Twelve people serve on a board and are considering three alternatives: A, B, and C. The choices followed by vote is shown in following table. Determine the winner, if any, using a Borda count.
(ABC) 2
(ACB) 4
(BAC) 2
(BCA) 1
(CAB) 2
(CBA) 1
The winner is _____?
Well, let's do some math to determine the winner with the Borda count. For each position a choice receives, it gets a certain number of points. The first choice gets 3 points, the second choice gets 2 points, and the third choice gets 1 point.
Now, let's tally up those points for each choice.
Choice A: (2 * 1) + (4 * 2) + (2 * 3) = 14 points
Choice B: (2 * 2) + (1 * 1) + (2 * 2) = 10 points
Choice C: (2 * 3) + (1 * 3) + (4 * 1) = 13 points
Ah, it seems like Choice A has the most points with a grand total of 14 points! So, according to the Borda count, the winner is Choice A. But please don't be disappointed, Choices B and C, you did your best! Time for some celebratory confetti! 🎉🎊🎉
To determine the winner using the Borda count method, we assign points to each alternative based on the preferences indicated in the table. Each alternative will receive points based on its position in each vote.

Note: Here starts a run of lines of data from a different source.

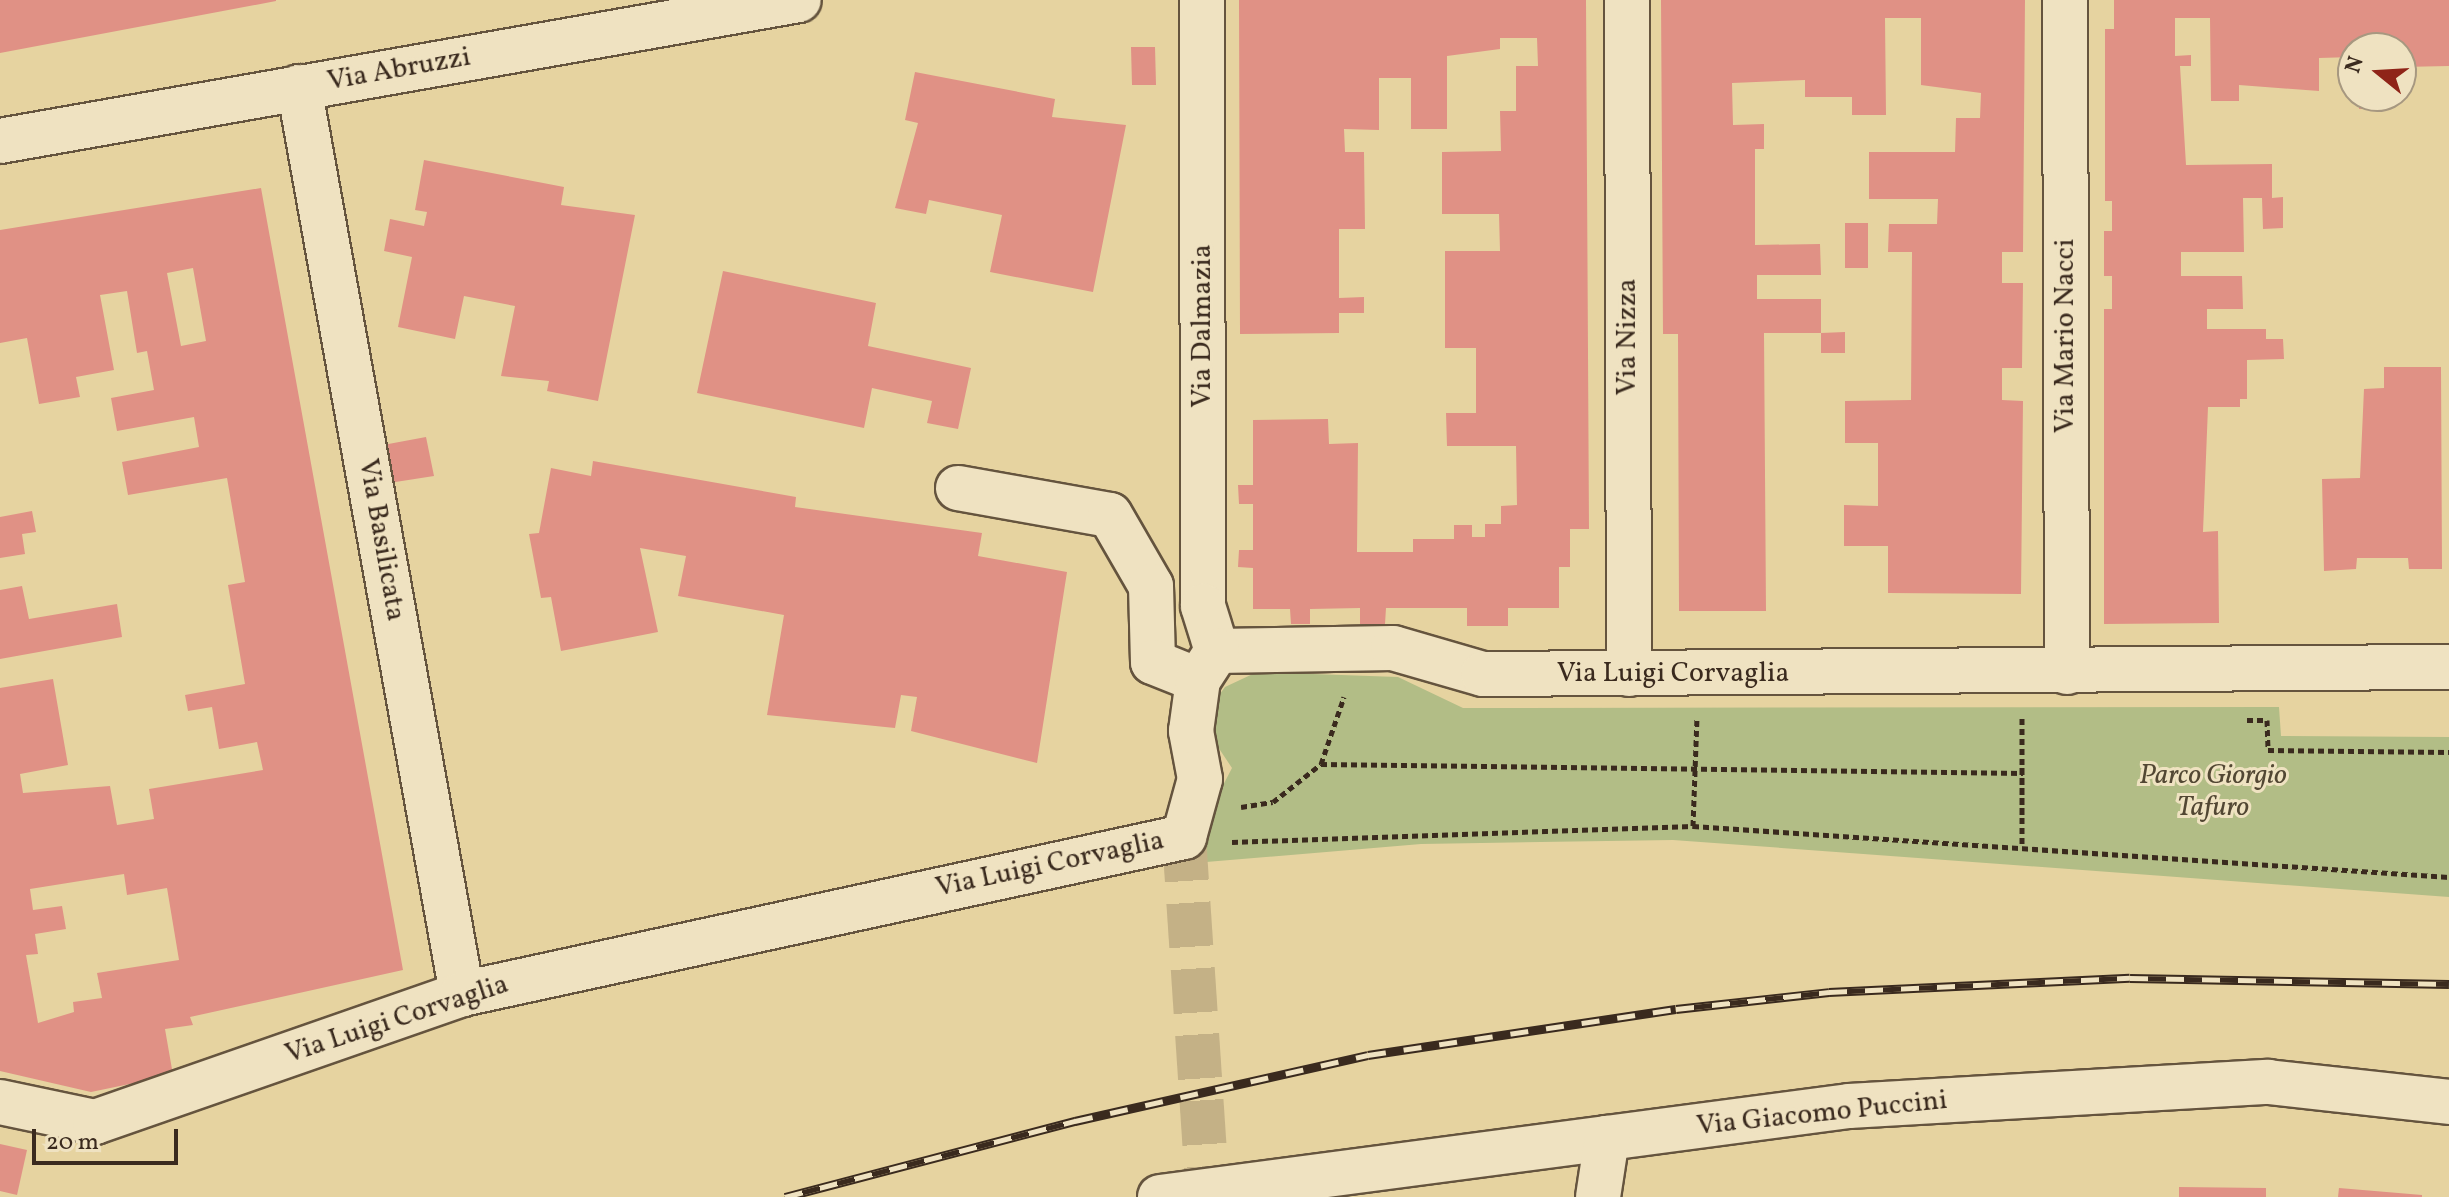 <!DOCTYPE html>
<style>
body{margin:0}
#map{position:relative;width:2449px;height:1197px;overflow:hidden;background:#e6d3a0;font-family:Vollkorn,serif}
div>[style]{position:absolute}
.green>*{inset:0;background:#b2bd86}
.building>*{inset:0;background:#e09185}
.minor-tunnel>*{height:44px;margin-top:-22px;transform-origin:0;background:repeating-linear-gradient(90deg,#c4b186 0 44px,transparent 0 66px)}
.path>*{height:5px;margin-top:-2.5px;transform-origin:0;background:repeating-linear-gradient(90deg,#3a2a1e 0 6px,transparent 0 10px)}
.roads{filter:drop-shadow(2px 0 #65543e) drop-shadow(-2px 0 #65543e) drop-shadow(0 2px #65543e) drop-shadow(0 -2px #65543e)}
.minor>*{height:44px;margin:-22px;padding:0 22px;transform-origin:22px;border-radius:22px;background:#efe2c1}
.rail>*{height:9px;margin-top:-4.5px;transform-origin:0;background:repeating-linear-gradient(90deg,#efe2c1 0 18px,#3a2a1e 0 36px);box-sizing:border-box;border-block:2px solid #3a2a1e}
span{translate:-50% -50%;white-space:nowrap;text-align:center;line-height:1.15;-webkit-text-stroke:6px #efe2c1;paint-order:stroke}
.street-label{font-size:28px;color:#3a2a1e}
.park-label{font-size:28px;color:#524733;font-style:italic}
.north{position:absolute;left:2337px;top:32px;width:80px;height:80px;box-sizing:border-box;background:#efe2c1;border:2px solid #a79880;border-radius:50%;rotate:288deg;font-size:22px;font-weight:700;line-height:32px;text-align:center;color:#3a2a1e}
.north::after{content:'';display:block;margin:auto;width:28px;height:36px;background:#8f2418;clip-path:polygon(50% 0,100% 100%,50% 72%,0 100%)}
.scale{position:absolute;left:32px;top:1129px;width:146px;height:36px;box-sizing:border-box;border:4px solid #3a2a1e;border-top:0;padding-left:10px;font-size:24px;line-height:28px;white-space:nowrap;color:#3a2a1e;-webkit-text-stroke:6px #efe2c1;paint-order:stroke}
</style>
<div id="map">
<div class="green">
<div style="clip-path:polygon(1257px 672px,1398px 677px,1463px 708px,2279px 707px,2281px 736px,2449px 737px,2449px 897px,1673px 840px,1421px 844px,1206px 862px,1205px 820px,1232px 768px,1212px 738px,1214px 702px,1225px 687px)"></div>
</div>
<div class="building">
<div style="clip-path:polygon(0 0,276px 0,276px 1px,0 53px)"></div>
<div style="clip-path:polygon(1239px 0,1586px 0,1589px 529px,1570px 529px,1570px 567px,1559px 567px,1559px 608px,1508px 608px,1508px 626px,1467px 626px,1467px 608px,1386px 608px,1385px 624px,1360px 624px,1360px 608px,1310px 609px,1310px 624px,1291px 624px,1290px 609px,1253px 609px,1253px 568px,1238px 567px,1239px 550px,1253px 550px,1253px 504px,1239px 504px,1238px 485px,1253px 485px,1253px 420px,1328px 419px,1329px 444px,1358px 443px,1357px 552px,1413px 552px,1413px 539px,1454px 539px,1454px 525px,1472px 525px,1472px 537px,1485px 537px,1485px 524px,1501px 524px,1501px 506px,1517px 505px,1516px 446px,1447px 446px,1446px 413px,1476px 413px,1476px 348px,1445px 348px,1445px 251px,1500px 251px,1499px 214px,1442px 214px,1442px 152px,1501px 151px,1500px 111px,1516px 111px,1516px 66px,1538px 66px,1537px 38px,1500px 38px,1500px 49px,1447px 56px,1447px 129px,1411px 129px,1411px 78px,1379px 78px,1379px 130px,1344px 129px,1345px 152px,1364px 152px,1365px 229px,1339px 229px,1339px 298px,1364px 297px,1364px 313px,1339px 313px,1339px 333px,1240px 334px)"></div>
<div style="clip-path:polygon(1661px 0,2025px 0,2023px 252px,2002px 252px,2002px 283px,2023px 283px,2022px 368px,2002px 368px,2002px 400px,2023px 401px,2021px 594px,1888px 593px,1888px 546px,1844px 546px,1844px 505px,1878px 506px,1878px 443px,1845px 443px,1845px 401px,1911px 400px,1912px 252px,1888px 252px,1889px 224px,1937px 224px,1938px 199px,1869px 199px,1869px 152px,1955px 152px,1956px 118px,1980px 118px,1981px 93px,1921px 85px,1921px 18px,1885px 18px,1886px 115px,1852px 115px,1852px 97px,1805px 97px,1805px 80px,1732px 83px,1733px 125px,1764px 124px,1764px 149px,1755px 149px,1755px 245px,1820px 244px,1821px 275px,1757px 275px,1757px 299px,1821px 299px,1821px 333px,1764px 333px,1766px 611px,1679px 611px,1678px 334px,1663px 334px)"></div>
<div style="clip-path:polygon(2114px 0,2449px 0,2449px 66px,2401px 67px,2401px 48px,2353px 48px,2353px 57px,2319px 58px,2319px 91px,2239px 85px,2239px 101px,2211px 101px,2210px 18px,2175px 18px,2175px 56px,2191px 55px,2191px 66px,2180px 66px,2186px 165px,2272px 164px,2272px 198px,2283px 197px,2283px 228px,2263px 229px,2262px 198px,2243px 198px,2244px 252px,2181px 252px,2181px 276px,2242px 276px,2243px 309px,2207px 309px,2207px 329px,2266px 329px,2266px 339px,2283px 339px,2284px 359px,2247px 360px,2247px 399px,2240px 399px,2240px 407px,2208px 407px,2203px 532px,2218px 531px,2219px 623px,2104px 624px,2104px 309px,2112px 309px,2112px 276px,2104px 276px,2104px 231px,2112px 231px,2112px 201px,2105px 201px,2105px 29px,2114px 29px)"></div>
<div style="clip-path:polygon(1131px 47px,1155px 47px,1156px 85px,1132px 85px)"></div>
<div style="clip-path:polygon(915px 72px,1055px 99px,1052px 117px,1126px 125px,1093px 292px,990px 272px,1002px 215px,929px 200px,926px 214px,895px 208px,918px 123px,905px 120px)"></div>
<div style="clip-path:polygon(2359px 96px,2388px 96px,2388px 108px,2359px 109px)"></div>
<div style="clip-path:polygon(424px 160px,564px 187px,561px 205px,635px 215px,598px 401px,547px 391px,549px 381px,501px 376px,515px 306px,464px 296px,455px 339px,398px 327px,412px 257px,384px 251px,390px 219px,424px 226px,427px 212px,415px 210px)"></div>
<div style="clip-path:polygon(evenodd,261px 188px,403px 970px,190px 1017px,193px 1025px,165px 1029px,173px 1075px,91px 1092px,0 1071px,0 688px,53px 679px,68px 765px,20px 774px,23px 793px,110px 786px,117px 825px,154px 819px,149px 789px,263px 770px,257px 742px,219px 749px,212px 707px,188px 711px,185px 695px,245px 684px,228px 585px,245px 582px,227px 478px,128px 495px,122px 462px,199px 447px,194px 417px,117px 431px,111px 398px,154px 390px,147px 351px,137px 353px,127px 291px,100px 295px,114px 370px,76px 377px,80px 397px,39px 404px,27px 338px,0 343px,0 230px,261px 188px,193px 268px,206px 341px,181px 346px,167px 273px,193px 268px,261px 188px,124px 874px,127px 895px,167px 888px,179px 960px,97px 973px,102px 998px,73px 1002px,74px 1012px,38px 1023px,26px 955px,38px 954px,35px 934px,66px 929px,62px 906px,33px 910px,30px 889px,124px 874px)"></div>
<div style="clip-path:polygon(1845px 223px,1868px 223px,1868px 268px,1845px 268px)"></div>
<div style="clip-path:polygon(723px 271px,876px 303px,868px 346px,971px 368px,958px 429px,927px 423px,932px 401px,872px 388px,864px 428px,697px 393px)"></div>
<div style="clip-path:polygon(1845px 332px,1845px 353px,1821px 353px,1821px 333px)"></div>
<div style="clip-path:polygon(2384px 367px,2441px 367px,2442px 569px,2409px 569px,2408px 558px,2357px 558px,2356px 569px,2324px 571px,2322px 479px,2360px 478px,2364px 389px,2384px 388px)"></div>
<div style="clip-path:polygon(426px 437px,434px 476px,389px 483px,383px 445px)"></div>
<div style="clip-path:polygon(593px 461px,796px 497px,795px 507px,982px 533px,978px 556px,1067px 572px,1037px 763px,911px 731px,917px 697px,901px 695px,895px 728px,767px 715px,784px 615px,678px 596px,686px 556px,640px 548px,658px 632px,561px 651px,551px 597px,541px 598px,529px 534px,539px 533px,551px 468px,591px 476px)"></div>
<div style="clip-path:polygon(32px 511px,36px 532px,22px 534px,25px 554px,0 558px,0 517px)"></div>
<div style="clip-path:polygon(22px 586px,29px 619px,117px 604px,122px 637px,0 659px,0 590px)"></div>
<div style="clip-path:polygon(0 1144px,27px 1150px,17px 1195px,0 1191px)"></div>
<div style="clip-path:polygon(2179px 1187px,2266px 1188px,2266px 1197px,2179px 1197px)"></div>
<div style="clip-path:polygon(2339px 1188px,2422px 1195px,2422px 1197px,2338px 1197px)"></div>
</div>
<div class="minor-tunnel">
<div style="left:1184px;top:837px;width:351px;rotate:86.2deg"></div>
</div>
<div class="path">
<div style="left:2247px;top:720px;width:20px"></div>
<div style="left:2267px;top:720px;width:30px;rotate:88deg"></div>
<div style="left:2268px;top:750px;width:181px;rotate:0.6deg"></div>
<div style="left:1321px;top:764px;width:702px;rotate:0.73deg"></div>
<div style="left:1241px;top:807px;width:32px;rotate:-9deg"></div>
<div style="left:1273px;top:802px;width:61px;rotate:-38.4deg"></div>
<div style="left:1321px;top:764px;width:71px;rotate:-71.1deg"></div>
<div style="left:1693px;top:826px;width:107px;rotate:-87.9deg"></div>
<div style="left:1232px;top:842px;width:461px;rotate:-2deg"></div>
<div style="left:1693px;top:826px;width:758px;rotate:3.86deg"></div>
<div style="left:2022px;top:844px;width:126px;rotate:-90deg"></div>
</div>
<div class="roads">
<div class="minor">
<div style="left:1202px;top:0;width:606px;rotate:89.91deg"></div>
<div style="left:1203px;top:606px;width:47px;rotate:72.7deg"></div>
<div style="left:1627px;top:0;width:674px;rotate:89.83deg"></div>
<div style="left:2065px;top:0;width:672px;rotate:89.83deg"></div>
<div style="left:299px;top:87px;width:922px;rotate:79.81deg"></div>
<div style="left:0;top:141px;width:811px;rotate:-10.01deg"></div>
<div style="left:958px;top:488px;width:154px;rotate:10.1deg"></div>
<div style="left:1110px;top:515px;width:82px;rotate:60deg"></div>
<div style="left:1151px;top:586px;width:76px;rotate:88.5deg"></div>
<div style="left:1153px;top:662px;width:48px;rotate:21.8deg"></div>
<div style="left:1217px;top:651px;width:176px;rotate:-1deg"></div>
<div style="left:1393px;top:648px;width:94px;rotate:16.1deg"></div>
<div style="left:1483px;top:674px;width:966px;rotate:-0.42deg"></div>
<div style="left:0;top:1102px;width:97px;rotate:11.9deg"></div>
<div style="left:95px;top:1122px;width:389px;rotate:-19.2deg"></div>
<div style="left:462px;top:994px;width:739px;rotate:-12.27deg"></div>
<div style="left:1184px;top:837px;width:60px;rotate:-74.6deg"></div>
<div style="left:1200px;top:779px;width:49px;rotate:-100.6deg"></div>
<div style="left:1191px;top:731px;width:51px;rotate:-82.2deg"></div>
<div style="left:1198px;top:680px;width:35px;rotate:-57deg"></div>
<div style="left:1160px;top:1197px;width:695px;rotate:-7.52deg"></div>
<div style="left:1849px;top:1106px;width:420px;rotate:-3.3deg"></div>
<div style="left:2268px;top:1082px;width:182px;rotate:6.3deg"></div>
<div style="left:1598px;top:1197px;width:60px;rotate:-81.3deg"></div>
</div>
</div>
<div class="rail">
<div style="left:785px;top:1197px;width:300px;rotate:-14.7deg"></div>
<div style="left:1075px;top:1121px;width:300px;rotate:-12.7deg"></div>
<div style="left:1368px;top:1055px;width:311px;rotate:-8.5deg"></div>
<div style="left:1676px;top:1009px;width:154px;rotate:-6.3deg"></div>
<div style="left:1829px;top:992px;width:301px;rotate:-2.7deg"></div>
<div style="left:2130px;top:978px;width:319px;rotate:1.1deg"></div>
</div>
<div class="street-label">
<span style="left:399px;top:70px;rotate:-10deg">Via Abruzzi</span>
<span style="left:1203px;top:326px;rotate:-90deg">Via Dalmazia</span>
<span style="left:2066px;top:336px;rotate:-90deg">Via Mario Nacci</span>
<span style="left:1628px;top:337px;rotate:-90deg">Via Nizza</span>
<span style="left:381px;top:540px;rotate:80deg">Via Basilicata</span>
<span style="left:1673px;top:674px">Via Luigi Corvaglia</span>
<span style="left:1050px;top:865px;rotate:-12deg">Via Luigi Corvaglia</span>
<span style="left:397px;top:1020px;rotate:-18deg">Via Luigi Corvaglia</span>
<span style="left:1822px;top:1114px;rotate:-6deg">Via Giacomo Puccini</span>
</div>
<div class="park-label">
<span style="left:2213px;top:792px">Parco Giorgio<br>Tafuro</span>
</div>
<div class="north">N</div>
<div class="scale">20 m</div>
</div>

For example, in the first vote (ABC), alternative A is in the first position, so it receives 2 points. Alternative B is in the second position, so it receives 1 point. Alternative C is in the last position, so it receives 0 points.
By calculating the Borda count for each alternative in each vote and summing up the points, we can determine the winner.
Let's calculate the Borda count for each alternative:
Alternative A:
(ABC) 2 + (ACB) 4 + (BAC) 2 + (BCA) 1 + (CAB) 2 + (CBA) 1 = 12 points
Alternative B:
(ABC) 0 + (ACB) 0 + (BAC) 1 + (BCA) 2 + (CAB) 1 + (CBA) 2 = 6 points
Alternative C:
(ABC) 1 + (ACB) 2 + (BAC) 0 + (BCA) 0 + (CAB) 0 + (CBA) 0 = 3 points
From the calculation, we can see that alternative A received the highest Borda count of 12 points. Therefore, the winner according to the Borda count method is alternative A.
To determine the winner using the Borda count method, we assign points to each alternative based on their rankings in each vote. The alternative with the highest total points will be the winner.
In the Borda count method, the first alternative in each vote receives (n-1) points, the second alternative receives (n-2) points, and so on, where n is the number of alternatives being considered.
Let's calculate the points for each alternative:
For alternative A:
(ABC) - A receives 2 points because it is ranked first.
(BAC) - A receives 2 points because it is ranked second.
(CAB) - A receives 1 point because it is ranked third.
Total points for A = 2 + 2 + 1 = 5
For alternative B:
(ACB) - B receives 2 points because it is ranked second.
(BCA) - B receives 1 point because it is ranked third.
(CBA) - B receives 1 point because it is ranked second.
Total points for B = 2 + 1 + 1 = 4
For alternative C:
(ABC) - C receives 0 points because it is ranked third.
(ACB) - C receives 1 point because it is ranked third.
(BCA) - C receives 2 points because it is ranked first.
(CAB) - C receives 2 points because it is ranked second.
(CBA) - C receives 0 points because it is ranked third.
Total points for C = 0 + 1 + 2 + 2 + 0 = 5
From the calculations above, both alternatives A and C have the highest total points with a score of 5 each. Therefore, there is a tie between alternatives A and C as the winners with the highest Borda count.